Théâtre : l’Olympe de l’émancipation féminine et de l’antiesclavagisme
- Écrit par : Christian Kazandjian
Par Christian Kazandjian - Lagrandeparade.com/ Firmine Richard est Olympe de Gouges, figure marquante de la Révolution française et des combats contre l’esclavage et pour l’émancipation des femmes.

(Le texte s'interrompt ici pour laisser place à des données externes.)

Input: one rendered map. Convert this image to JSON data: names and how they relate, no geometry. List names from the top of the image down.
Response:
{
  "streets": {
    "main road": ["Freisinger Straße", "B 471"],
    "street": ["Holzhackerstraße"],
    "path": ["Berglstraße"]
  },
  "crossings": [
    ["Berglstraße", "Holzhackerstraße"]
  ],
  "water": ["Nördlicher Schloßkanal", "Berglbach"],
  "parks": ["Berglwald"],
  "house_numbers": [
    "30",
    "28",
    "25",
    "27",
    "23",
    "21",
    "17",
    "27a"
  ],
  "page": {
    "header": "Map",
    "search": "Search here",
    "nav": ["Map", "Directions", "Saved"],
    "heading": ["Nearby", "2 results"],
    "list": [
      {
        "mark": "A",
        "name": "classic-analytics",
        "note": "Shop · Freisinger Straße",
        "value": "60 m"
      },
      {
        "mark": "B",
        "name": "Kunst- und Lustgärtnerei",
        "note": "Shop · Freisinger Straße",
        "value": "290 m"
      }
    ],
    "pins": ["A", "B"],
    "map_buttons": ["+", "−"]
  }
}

Marie Gouze, plus connue sous le nom d’Olympe de Gouges (1748-1793), fut longtemps considérée comme pionnière du féminisme, occultant quelque peu d’autres protagonistes de la Révolution française, en la matière. Il faut, cependant, reconnaître la place importante qu’elle occupa durant les convulsions des événements qui transfigurèrent la France et essaimèrent, par la suite, dans le monde : lutte pour la citoyenneté des femmes, et pour l’abolition de la peine de mort et de l’esclavage. La vie d’Olympe de Gouges a toujours balancé entre les deux pôles de la société d’alors : noblesse et peuple. Fille adultérine d’un marquis du sud-ouest, elle fréquente les salons, écrit des pièces de théâtre (« beaucoup de mauvaises, mais quelques bonnes », selon ses dires), collectionne les amants, et se lance dans la grande aventure révolutionnaire. Partisane de Robespierre, avec lequel elle partage les idées d’abolition de la peine de mort et de l’esclavage, elle s’en détourne durant la Terreur qui la conduira à la guillotine. A la différence de l’Incorruptible, intraitable quant à la ligne politique et éthique, Olympe de Gouges ne tranchera pas, par exemple, entre le meilleur régime à imposer au pays, de la république ou de la monarchie. La pièce Olympe, écrite par Frankito à partir des textes d’Olympe de Gouges, reprend les principaux jalons de la trajectoire d’une femme exceptionnelle : vie privée quelque peu agitée et amour pour son fils unique, confrontation avec Robespierre, lutte pour l’abolition de l’esclavage.
Une profonde humanité
Pour porter ce personnage complexe et lumineux, il fallait le talent et la forte présence de Firmine Richard, accompagnée de deux musiciens. Que le rôle soit tenu par une septuagénaire (Olympe a 45 ans quand elle meurt), originaire de Guadeloupe loin de désarçonner, donne plus de force aux textes, apanage du théâtre appliquant ses propres conventions. La comédienne, dans un décor réduit à un lit, un tabouret et le mur de pierres d’une sinistre geôle, avec une économie de gestes et de déplacements, dévoile toute la profondeur et l’humanité d’une femme dans la tourmente qui, par sa force de caractère, réussit à imposer sa citoyenne féminité. Et rappelle que plus de cent-cinquante ans après les acquis de la Commune de Paris, et plus de deux siècles après 1789, ses combats restent d’une brûlante actualité. Franck Salin, le metteur en scène, en choisissant Firmine Richard, suggère : qui peut le mieux parler d’esclavage qu’une descendante d’esclaves. Et il le rappelle en faisant se maquiller et vêtir de blanc la comédienne, référence au livre de Franz Fanon, combattant pour la liberté et contre le colonialisme, Peau noire, masques blancs. Quant à la musique d’Edmondy Krater, trompettiste-percussionniste, qu’il joue avec la violoncelliste Eugénie Ursch, elle projette l’œuvre au-delà d’une période historique donnée, alliant le scat du jazz né du blues que chantaient les esclaves cueilleurs de coton, et les tambours nègres à l’Hymne à la joie, œuvre porteuse d’espoir et de fraternité.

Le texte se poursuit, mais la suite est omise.